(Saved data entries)
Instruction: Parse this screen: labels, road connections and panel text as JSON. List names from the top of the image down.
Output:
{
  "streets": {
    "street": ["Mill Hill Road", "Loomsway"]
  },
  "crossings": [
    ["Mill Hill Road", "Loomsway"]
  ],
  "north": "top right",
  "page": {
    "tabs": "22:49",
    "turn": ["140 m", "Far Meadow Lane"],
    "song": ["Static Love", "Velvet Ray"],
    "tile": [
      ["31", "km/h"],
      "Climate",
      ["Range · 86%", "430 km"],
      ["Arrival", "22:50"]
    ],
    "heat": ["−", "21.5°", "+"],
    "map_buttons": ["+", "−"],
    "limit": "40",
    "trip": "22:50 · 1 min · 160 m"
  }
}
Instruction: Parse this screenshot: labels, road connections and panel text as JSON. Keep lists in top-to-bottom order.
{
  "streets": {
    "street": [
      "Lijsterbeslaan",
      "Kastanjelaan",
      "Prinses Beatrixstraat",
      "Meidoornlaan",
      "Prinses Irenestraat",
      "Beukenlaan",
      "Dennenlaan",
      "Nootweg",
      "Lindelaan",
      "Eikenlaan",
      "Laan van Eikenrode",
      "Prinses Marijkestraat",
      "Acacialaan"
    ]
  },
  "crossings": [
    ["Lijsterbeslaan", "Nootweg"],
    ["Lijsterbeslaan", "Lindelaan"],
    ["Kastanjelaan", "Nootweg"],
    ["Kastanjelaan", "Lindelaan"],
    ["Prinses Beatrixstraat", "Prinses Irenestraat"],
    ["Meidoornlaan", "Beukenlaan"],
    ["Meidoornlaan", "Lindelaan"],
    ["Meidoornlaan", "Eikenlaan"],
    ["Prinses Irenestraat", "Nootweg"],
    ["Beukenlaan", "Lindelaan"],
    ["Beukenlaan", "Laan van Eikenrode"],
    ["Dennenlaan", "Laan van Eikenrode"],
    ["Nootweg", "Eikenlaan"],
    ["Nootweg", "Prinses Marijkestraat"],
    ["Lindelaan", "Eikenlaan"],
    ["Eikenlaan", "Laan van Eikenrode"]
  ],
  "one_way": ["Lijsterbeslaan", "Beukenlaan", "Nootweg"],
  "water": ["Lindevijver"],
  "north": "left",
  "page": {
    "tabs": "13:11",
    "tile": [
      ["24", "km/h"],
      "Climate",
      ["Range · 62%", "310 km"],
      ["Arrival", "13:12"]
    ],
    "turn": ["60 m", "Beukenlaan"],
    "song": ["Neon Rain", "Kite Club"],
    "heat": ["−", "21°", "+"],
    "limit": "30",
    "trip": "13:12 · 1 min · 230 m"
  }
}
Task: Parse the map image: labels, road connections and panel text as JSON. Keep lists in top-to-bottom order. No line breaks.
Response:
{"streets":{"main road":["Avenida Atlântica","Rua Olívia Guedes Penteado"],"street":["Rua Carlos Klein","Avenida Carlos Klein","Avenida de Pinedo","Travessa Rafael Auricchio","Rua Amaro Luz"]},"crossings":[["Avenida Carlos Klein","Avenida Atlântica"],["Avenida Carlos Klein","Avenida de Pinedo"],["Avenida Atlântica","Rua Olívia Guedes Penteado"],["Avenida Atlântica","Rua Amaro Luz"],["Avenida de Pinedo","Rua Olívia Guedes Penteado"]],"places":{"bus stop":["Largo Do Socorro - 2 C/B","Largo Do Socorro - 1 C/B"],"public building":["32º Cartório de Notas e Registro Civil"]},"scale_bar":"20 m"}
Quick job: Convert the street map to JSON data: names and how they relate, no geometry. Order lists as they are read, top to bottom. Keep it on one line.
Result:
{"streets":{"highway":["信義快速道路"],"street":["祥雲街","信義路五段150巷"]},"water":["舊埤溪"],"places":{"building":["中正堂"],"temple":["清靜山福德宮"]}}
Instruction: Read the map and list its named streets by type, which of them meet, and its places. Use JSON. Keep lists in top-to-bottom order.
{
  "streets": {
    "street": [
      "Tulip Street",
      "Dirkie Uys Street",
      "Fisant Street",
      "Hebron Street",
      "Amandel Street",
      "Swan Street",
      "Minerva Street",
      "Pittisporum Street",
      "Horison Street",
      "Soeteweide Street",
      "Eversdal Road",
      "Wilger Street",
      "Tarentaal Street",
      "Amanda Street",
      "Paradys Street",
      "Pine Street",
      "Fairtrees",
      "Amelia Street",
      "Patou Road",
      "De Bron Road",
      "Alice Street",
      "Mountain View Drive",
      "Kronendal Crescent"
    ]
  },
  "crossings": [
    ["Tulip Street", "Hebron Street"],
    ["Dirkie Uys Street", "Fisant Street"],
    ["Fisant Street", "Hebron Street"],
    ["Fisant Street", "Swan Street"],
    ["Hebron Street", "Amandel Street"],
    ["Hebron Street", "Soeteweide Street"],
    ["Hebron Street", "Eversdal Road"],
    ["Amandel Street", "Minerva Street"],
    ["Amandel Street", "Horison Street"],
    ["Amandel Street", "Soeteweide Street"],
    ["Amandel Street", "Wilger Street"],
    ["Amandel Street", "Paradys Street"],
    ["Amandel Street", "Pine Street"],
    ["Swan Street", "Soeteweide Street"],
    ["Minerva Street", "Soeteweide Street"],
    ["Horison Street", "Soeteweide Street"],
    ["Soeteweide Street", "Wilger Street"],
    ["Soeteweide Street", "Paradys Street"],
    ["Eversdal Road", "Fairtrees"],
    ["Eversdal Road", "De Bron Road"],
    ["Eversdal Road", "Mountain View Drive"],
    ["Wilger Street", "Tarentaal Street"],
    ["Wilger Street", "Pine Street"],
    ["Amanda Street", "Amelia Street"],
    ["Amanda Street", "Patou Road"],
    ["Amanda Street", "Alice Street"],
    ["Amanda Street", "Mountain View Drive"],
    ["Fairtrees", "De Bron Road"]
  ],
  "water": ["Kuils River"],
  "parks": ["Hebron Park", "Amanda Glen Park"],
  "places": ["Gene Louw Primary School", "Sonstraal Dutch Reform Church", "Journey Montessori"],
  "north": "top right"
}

### Your goal
Among the entries above, how many lines contain the string "Mountain"? Write the number alone.

### Answer to this task
3